Our highest court claims not to know that any unborn child is actually
human and alive. Roe holds that a change in location, passage through
the birth canal, can turn a potential human being into an actual human
being.
But this makes no sense. What something is does not depend on
where it is. How something is perceived may change with location, but
not what it is in itself. The Court abandoned reason, in favor of a
wholly arbitrary stipulation of when actual human life must be considered to
begin.
One fundamental reason that Roe v. Wade must be overturned is
this: It commits our nation to a wholly irrational definition of who we are,
and so of our human dignity and rights. Yet I think there are reasons to
hope, most states now treat the killing of an unborn child as a kind of
homicide, if committed without his or her mother ’s
permission. In 2004, the federal Unborn Victims of Violence Act became law.

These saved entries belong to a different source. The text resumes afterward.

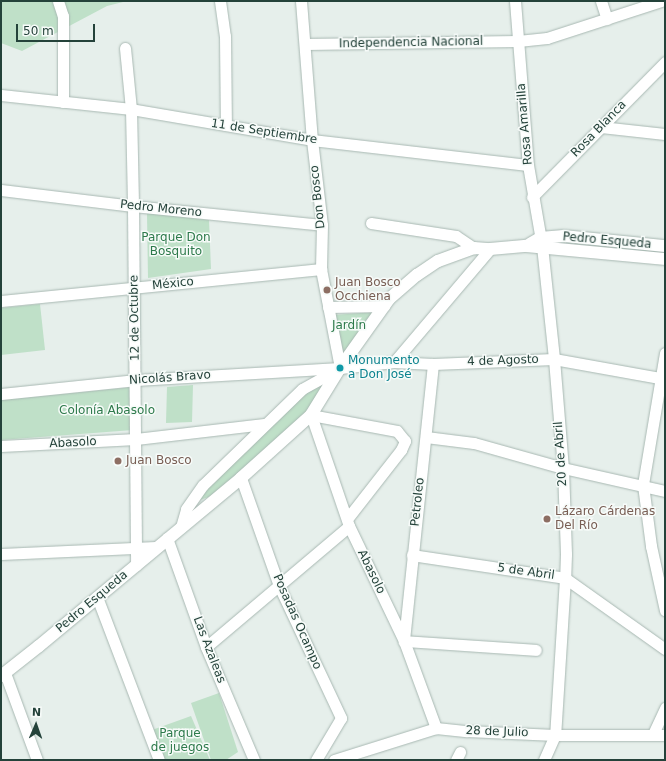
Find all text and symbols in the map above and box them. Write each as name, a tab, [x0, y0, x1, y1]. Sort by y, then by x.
scale bar	[18, 16, 97, 42]
text: 50 m	[23, 24, 54, 38]
street label: Independencia Nacional	[339, 35, 483, 51]
street label: Rosa Amarilla	[514, 82, 536, 166]
street label: Rosa Blanca	[568, 98, 630, 160]
street label: 11 de Septiembre	[210, 116, 318, 148]
street label: Don Bosco	[308, 165, 328, 229]
street label: Pedro Moreno	[119, 198, 203, 220]
street label: Pedro Esqueda	[562, 230, 652, 252]
park label: Parque Don Bosquito	[141, 231, 211, 259]
street label: 12 de Octubre	[127, 275, 143, 361]
street label: México	[151, 275, 195, 293]
place label: Juan Bosco Occhiena	[335, 276, 401, 304]
marker: Juan Bosco Occhiena	[322, 285, 332, 295]
park label: Jardín	[332, 319, 366, 333]
street label: 4 de Agosto	[467, 353, 539, 369]
place label: Monumento a Don José	[348, 354, 420, 382]
marker: Monumento a Don José	[335, 363, 345, 373]
street label: Nicolás Bravo	[129, 368, 211, 388]
park label: Colonía Abasolo	[59, 404, 155, 418]
street label: 20 de Abril	[552, 421, 570, 487]
street label: Abasolo	[49, 435, 97, 451]
place label: Juan Bosco	[126, 454, 192, 468]
marker: Juan Bosco	[113, 456, 123, 466]
street label: Petroleo	[408, 477, 428, 527]
place label: Lázaro Cárdenas Del Río	[555, 505, 655, 533]
marker: Lázaro Cárdenas Del Río	[542, 514, 552, 524]
street label: Abasolo	[354, 548, 388, 596]
street label: 5 de Abril	[496, 561, 556, 583]
street label: Pedro Esqueda	[53, 568, 131, 636]
street label: Posadas Ocampo	[270, 572, 324, 672]
street label: Las Azaleas	[190, 615, 228, 685]
north arrow	[16, 705, 56, 745]
text: N	[32, 706, 41, 719]
street label: 28 de Julio	[465, 724, 529, 740]
park label: Parque de juegos	[151, 727, 209, 755]

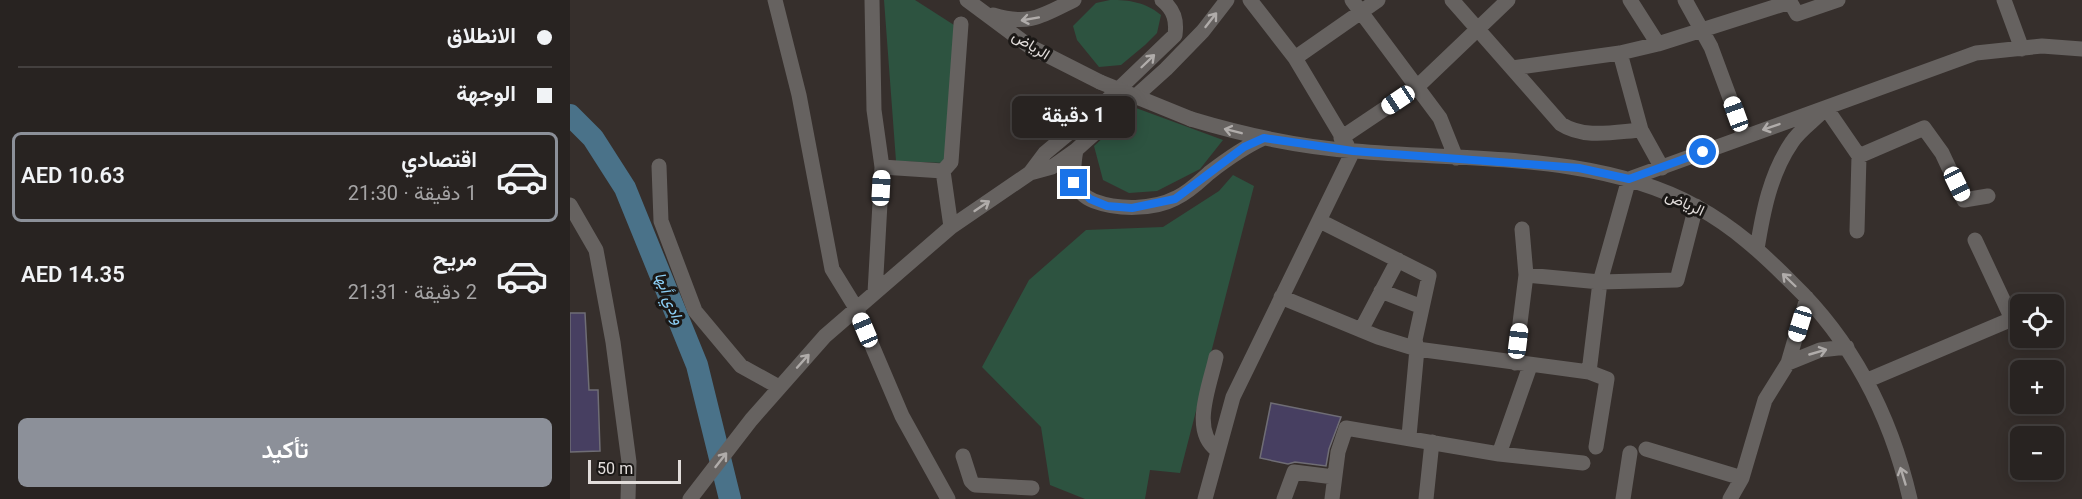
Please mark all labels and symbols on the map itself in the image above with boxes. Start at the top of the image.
one-way arrow [1205,13,1218,29]
one-way arrow [1020,14,1040,25]
street label: الرياض [1007,26,1054,67]
one-way arrow [1140,55,1155,69]
car [1378,82,1418,118]
car [1721,94,1751,134]
callout: 1 دقيقة [1012,96,1136,138]
one-way arrow [1762,122,1781,133]
one-way arrow [1224,125,1243,137]
route start [1689,138,1716,165]
car [1941,164,1973,204]
route end [1060,169,1087,196]
car [871,170,891,206]
street label: الرياض [1661,185,1708,223]
one-way arrow [973,200,990,212]
water label: وادي أبها [646,269,690,329]
one-way arrow [1782,273,1797,287]
car [1786,304,1814,344]
car [850,310,880,350]
car [1507,322,1529,360]
one-way arrow [1808,345,1827,357]
one-way arrow [796,353,810,368]
one-way arrow [714,452,727,468]
scale bar [588,457,681,484]
one-way arrow [1897,467,1908,486]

This law provides that an unborn child at every point in its development
gets the same federal protection as its mother.
The first footnote in Roe v. Wade has indicated that the Court was
not granting a right to abortion during the birth process itself, but in
Stenberg v. Carhart the Supreme Court built on Roe to allow
abortion even during the delivery of a child (i.e. abortion after a
"partial birth"
in which the child is pulled out feet first, right up to its neck, before
his brains are suctioned out while his head still lies inside the womb).
Ironically, Carhart itself gives us a measure of confidence that
reason will win out in the end. For Carhart ridicules Roe ’s
idea that location can matter when deciding who deserves legal protection.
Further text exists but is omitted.